David Cameron's EU Immigration Cap Proposal Shot Down Pretty Quickly


The outgoing EU president Jose Manuel Barroso has shot down David Cameron's rumoured proposal to cap the number of EU immigrants coming into Britain, just hours after it was reported.

The Prime Minister could use a cap on the number of national insurance numbers issued to low-skilled migrants from European Union countries, The Sunday Times reported (£) today.

But Jose Manuel Barroso said he believed any arbitrary cap would be incompatible with EU rules and stressed the importance of the freedom of movement principle.

Speaking on The Andrew Marr Show, he added: "In principle, arbitrary caps seem to me... in contradiction with EU rules.

"That's quite clear from my point of view.

Jose Manuel Barroso told Andrew Marr 'arbitrary caps seem in contradiction with EU rules..'

"Having said that, full support to all ways of suppressing abuse of benefits because they are against in fact the spirit of our legislation.

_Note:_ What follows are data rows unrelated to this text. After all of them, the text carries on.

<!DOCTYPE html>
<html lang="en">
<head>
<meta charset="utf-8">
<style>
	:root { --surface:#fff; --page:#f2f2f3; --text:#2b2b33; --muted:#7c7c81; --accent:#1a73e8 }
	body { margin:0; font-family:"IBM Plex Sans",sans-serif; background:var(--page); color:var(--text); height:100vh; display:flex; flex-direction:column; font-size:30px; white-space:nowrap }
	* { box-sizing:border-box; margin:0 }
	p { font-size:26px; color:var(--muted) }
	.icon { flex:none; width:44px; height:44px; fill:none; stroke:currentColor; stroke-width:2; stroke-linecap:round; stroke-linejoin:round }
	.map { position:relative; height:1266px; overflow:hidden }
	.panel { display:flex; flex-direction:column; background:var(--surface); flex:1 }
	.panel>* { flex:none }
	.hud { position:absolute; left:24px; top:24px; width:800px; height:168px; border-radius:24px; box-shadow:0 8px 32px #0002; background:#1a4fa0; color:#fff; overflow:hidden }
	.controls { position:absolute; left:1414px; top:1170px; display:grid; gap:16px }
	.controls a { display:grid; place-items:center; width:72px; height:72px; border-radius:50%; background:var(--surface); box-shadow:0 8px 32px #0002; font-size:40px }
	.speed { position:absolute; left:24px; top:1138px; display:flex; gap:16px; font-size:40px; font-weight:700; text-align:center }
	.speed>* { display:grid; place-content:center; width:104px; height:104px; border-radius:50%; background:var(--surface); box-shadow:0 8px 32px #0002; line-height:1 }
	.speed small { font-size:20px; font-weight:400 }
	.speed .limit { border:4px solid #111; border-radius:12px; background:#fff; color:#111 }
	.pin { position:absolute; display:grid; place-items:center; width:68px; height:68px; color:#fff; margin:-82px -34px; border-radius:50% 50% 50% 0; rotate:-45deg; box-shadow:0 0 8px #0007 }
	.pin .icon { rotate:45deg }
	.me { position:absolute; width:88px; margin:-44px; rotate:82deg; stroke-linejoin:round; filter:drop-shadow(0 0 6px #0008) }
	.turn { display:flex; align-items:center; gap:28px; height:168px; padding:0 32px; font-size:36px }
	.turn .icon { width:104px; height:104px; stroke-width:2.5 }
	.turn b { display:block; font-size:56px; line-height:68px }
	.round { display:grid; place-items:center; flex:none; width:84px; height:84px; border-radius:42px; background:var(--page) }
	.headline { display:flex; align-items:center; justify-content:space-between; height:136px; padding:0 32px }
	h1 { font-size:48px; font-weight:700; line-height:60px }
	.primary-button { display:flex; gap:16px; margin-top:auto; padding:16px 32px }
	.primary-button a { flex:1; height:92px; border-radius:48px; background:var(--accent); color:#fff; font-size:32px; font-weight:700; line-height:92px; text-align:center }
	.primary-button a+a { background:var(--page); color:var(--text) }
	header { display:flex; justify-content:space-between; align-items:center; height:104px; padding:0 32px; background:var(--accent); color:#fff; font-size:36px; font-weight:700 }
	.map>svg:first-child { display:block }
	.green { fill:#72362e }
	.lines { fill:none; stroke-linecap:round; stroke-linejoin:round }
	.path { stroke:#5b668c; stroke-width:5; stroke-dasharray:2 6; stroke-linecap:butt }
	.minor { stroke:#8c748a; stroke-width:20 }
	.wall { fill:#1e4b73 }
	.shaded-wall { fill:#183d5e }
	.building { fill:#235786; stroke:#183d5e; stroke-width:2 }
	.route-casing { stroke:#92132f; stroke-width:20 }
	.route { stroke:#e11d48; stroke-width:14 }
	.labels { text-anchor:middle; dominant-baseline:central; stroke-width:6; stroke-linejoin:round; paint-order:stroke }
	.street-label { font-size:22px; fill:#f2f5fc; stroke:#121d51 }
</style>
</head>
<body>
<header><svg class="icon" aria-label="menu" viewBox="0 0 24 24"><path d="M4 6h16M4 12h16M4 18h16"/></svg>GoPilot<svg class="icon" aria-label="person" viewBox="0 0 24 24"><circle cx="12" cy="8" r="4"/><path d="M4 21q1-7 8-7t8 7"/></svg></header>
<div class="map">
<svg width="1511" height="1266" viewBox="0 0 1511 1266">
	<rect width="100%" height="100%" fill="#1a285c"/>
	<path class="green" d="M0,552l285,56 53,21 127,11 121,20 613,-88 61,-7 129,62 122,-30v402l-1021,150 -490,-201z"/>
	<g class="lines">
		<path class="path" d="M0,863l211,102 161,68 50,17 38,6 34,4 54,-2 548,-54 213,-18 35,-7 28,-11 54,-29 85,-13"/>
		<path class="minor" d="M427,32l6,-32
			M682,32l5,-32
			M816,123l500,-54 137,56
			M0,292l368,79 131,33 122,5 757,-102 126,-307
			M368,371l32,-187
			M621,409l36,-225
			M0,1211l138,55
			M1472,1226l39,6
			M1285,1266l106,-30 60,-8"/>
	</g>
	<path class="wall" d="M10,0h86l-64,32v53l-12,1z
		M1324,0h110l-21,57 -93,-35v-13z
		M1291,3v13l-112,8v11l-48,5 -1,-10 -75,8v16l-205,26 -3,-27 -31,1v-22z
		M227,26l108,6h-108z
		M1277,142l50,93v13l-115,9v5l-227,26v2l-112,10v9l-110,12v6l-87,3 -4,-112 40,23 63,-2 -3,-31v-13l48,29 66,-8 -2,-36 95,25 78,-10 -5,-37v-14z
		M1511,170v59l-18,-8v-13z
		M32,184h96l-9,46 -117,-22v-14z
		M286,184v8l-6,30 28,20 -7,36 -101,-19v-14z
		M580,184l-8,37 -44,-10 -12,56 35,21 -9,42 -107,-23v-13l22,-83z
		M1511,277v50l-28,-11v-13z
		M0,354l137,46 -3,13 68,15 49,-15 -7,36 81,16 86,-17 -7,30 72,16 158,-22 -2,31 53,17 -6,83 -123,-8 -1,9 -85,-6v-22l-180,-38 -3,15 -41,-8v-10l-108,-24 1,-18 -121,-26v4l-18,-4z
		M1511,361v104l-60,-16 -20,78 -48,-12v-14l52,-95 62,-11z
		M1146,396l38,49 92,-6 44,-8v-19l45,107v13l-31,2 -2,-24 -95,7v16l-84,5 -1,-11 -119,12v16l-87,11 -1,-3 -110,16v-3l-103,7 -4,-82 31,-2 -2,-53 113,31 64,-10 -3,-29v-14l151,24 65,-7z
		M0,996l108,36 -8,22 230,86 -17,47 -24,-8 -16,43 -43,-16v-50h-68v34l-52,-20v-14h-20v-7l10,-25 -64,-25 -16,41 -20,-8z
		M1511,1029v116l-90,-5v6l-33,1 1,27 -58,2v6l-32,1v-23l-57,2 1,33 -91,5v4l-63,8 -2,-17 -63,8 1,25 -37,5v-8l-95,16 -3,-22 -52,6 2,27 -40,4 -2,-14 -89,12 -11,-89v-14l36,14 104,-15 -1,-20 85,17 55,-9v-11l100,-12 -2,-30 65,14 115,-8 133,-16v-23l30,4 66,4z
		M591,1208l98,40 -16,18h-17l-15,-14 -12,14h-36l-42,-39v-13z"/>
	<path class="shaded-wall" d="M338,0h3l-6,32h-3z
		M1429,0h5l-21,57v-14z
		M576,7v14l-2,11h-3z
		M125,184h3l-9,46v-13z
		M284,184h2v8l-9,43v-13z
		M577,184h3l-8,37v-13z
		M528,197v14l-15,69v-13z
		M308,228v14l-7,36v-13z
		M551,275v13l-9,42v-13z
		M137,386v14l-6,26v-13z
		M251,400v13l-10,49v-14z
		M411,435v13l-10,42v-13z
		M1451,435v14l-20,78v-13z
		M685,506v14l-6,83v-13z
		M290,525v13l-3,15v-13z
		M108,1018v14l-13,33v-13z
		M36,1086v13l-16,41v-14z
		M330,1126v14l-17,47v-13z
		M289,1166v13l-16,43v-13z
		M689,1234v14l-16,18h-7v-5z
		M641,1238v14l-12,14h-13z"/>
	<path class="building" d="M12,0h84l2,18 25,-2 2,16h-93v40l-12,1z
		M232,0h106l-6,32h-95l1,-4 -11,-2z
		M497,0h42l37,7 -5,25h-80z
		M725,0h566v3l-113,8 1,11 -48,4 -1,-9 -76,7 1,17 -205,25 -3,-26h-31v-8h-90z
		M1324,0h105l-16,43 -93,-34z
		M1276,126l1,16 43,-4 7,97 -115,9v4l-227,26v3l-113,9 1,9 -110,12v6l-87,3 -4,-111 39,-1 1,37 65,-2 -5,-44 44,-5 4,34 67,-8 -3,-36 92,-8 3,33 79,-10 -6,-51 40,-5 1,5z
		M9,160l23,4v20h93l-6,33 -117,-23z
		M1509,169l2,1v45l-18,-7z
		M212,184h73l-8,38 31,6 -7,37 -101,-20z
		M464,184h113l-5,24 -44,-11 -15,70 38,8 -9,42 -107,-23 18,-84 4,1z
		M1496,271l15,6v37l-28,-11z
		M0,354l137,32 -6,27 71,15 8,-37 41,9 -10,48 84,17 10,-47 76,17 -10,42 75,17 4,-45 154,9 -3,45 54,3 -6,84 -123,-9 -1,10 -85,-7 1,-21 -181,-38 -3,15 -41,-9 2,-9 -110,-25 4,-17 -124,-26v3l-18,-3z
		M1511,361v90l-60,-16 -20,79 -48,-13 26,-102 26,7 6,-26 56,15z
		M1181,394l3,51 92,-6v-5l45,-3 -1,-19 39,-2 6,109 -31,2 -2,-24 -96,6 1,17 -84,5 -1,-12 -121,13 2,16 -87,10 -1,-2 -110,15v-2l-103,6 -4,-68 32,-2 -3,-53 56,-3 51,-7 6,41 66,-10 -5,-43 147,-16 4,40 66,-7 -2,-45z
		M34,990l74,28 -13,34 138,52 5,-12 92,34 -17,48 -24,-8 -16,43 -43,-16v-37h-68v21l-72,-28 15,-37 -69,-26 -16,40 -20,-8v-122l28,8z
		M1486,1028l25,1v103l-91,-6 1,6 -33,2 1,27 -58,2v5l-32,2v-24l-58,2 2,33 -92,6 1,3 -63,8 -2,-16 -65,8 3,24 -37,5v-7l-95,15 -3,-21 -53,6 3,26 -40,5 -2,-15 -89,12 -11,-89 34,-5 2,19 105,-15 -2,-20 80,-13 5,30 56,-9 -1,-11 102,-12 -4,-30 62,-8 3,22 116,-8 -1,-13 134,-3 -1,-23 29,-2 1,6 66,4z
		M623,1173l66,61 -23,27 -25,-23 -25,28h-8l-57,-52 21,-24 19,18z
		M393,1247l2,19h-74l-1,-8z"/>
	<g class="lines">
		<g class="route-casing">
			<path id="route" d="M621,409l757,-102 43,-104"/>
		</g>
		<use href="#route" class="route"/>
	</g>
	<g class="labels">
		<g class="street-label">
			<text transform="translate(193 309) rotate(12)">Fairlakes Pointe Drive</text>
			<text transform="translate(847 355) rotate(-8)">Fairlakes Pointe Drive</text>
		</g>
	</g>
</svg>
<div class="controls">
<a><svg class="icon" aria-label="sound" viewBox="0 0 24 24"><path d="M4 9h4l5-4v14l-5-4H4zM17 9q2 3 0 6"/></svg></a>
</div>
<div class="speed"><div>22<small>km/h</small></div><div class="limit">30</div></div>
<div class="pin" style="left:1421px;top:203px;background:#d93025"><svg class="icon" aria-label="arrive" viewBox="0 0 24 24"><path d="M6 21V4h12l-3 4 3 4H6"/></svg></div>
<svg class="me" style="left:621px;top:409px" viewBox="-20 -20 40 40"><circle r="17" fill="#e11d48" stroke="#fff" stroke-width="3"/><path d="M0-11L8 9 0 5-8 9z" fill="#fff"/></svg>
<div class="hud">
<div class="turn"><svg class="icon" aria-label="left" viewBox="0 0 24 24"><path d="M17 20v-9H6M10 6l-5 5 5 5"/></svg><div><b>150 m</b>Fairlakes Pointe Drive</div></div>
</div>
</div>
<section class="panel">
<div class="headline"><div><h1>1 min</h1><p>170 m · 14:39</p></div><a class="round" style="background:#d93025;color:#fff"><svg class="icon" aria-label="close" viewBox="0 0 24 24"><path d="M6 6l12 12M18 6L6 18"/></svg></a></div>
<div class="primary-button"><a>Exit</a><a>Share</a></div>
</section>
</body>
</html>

"We have to address the abuse cases. I think it is very important to be determined to repress any kind of abuses because there are some kind of abuse of benefits. That is a good point.

"But put in question of principle, I don't think it is good."

He also criticised the comment by Foreign Secretary Philip Hammond last week that Britain was "lighting a fire under the European Union" by holding an in-out referendum on membership.

Mr Barroso went on: "I'm told the Foreign Secretary was the former minister of defence. I think this reference to fire and weapons is more appropriate for defence than foreign secretary.

"It is very important to have a positive tone regarding these issues between Britain and the EU.

"My advice to all the members... is to have a constructive dialogue, a proper tone."

He said there was a willingness to constructively discuss the UK's concerns and insisted the UK would wield more influence on the world stage from within the EU than outside it.

"He (David Cameron) knows well that without the EU, Britain will have less influence," he said.

Cameron's push to reform Britain's relationship with the EU has been seen as part of the Tories' fight to regain voters they have lost to Ukip - insisting that voting for the eurosceptics will usher in a Labour government.

Next May's general election would be "the most important for a generation", Cameron said in an article for the Sunday Telegraph, telling voters it would be a straight contest between him and Mr Miliband to run the country.

"Let no-one deceive you that there is a third way. A vote for Ukip is a vote for Labour," Cameron wrote.

"That much was proved in the recent by-elections. In Clacton, previously a Conservative seat, Ukip won. In Heywood and Middleton, Labour held their seat.

"And to those considering voting for Ukip on the issues of immigration and Europe, I would point you to our Conservative record.

"Non-EU migration is now at its lowest levels since the 1990s - and we are committed to putting EU migration right at the heart of our negotiations in Europe.

"That comes from the first British prime minister ever to veto an EU Treaty, get the European budget cut, and pull us out of the bail-out schemes that Labour signed us up to.

"We have also pledged to scrap Labour's Human Rights Act, ending the era of farcical human rights rulings handed down from Europe. And never forget: it is only the Conservative Party that is offering you that in-out referendum on Europe in 2017.

"There would be a terrible irony if people who care about these issues voted Ukip - making a Labour Government more likely."

Cabinet minister Justine Greening said free movement of labour was "never meant to be a totally unqualified principle".

The International Development Secretary told Sky News' Murnaghan programme: "Although we have managed to bring non-EU migration levels down to the lowest level since the 90s, we do need to see action taken in relation to immigration that's within the EU.

"That means taking a fundamental look at some of the rules that allow unrestricted immigration in a way that we don't think is sensible."

Asked about the national insurance proposals, she said: "I think the Government is looking at a whole range of ways in which we could see the European policy around migration work more effectively, but also what we can do right here in the UK as well."